**WORK TO BE COMPLETED**
Transcribe each record word for word. Skip the images.

**STORED DATA**
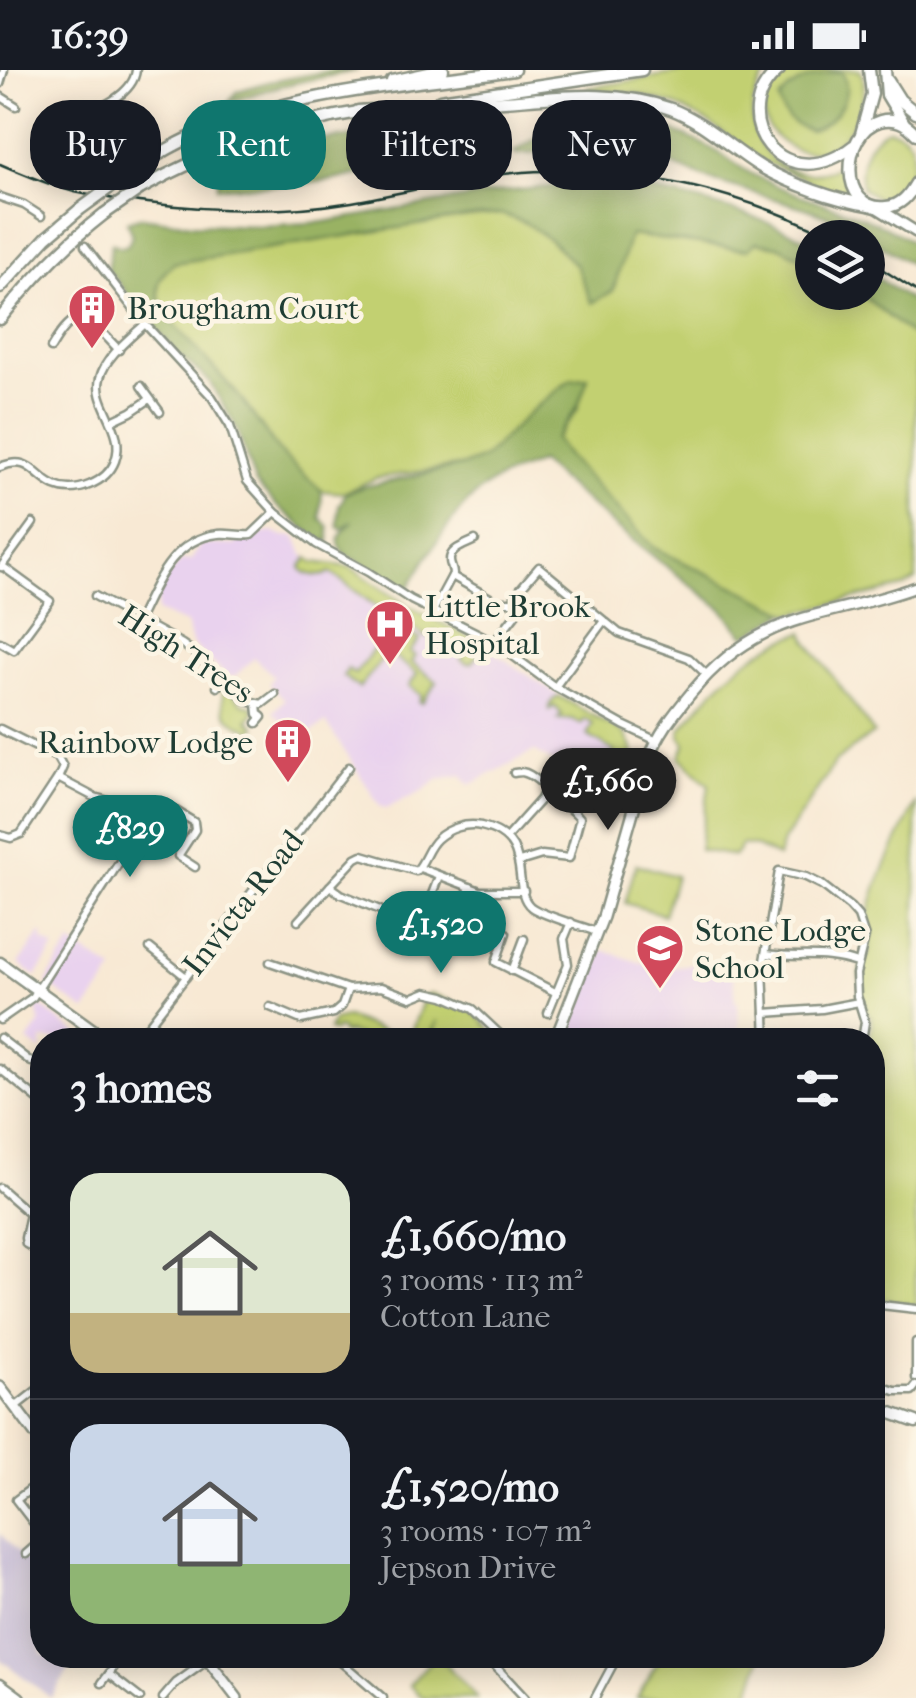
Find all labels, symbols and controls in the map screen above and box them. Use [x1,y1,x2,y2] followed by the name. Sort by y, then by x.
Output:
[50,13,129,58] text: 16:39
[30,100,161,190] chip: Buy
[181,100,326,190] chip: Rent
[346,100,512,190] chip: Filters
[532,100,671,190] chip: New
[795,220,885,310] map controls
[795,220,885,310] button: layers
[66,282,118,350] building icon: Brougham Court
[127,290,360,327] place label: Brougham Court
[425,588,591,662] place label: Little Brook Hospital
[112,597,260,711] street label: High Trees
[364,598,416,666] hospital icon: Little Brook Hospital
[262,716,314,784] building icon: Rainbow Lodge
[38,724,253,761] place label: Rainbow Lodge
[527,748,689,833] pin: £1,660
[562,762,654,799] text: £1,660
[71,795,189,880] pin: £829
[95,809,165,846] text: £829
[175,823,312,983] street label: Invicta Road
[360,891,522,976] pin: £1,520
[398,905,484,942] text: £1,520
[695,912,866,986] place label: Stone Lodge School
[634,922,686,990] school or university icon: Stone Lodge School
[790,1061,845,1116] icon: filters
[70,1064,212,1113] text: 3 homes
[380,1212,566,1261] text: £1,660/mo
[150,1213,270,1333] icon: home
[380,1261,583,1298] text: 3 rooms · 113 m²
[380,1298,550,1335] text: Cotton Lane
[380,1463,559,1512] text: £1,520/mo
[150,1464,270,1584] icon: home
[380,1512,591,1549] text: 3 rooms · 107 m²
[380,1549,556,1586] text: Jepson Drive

**SOLUTION TO THE PROBLEM**
Find all labels, symbols and controls in the map screen above and box them. Use [x1,y1,x2,y2] followed by the name. Sort by y, then by x.
Output:
[50,13,129,58] text: 16:39
[30,100,161,190] chip: Buy
[181,100,326,190] chip: Rent
[346,100,512,190] chip: Filters
[532,100,671,190] chip: New
[795,220,885,310] map controls
[795,220,885,310] button: layers
[66,282,118,350] building icon: Brougham Court
[127,290,360,327] place label: Brougham Court
[425,588,591,662] place label: Little Brook Hospital
[112,597,260,711] street label: High Trees
[364,598,416,666] hospital icon: Little Brook Hospital
[262,716,314,784] building icon: Rainbow Lodge
[38,724,253,761] place label: Rainbow Lodge
[527,748,689,833] pin: £1,660
[562,762,654,799] text: £1,660
[71,795,189,880] pin: £829
[95,809,165,846] text: £829
[175,823,312,983] street label: Invicta Road
[360,891,522,976] pin: £1,520
[398,905,484,942] text: £1,520
[695,912,866,986] place label: Stone Lodge School
[634,922,686,990] school or university icon: Stone Lodge School
[790,1061,845,1116] icon: filters
[70,1064,212,1113] text: 3 homes
[380,1212,566,1261] text: £1,660/mo
[150,1213,270,1333] icon: home
[380,1261,583,1298] text: 3 rooms · 113 m²
[380,1298,550,1335] text: Cotton Lane
[380,1463,559,1512] text: £1,520/mo
[150,1464,270,1584] icon: home
[380,1512,591,1549] text: 3 rooms · 107 m²
[380,1549,556,1586] text: Jepson Drive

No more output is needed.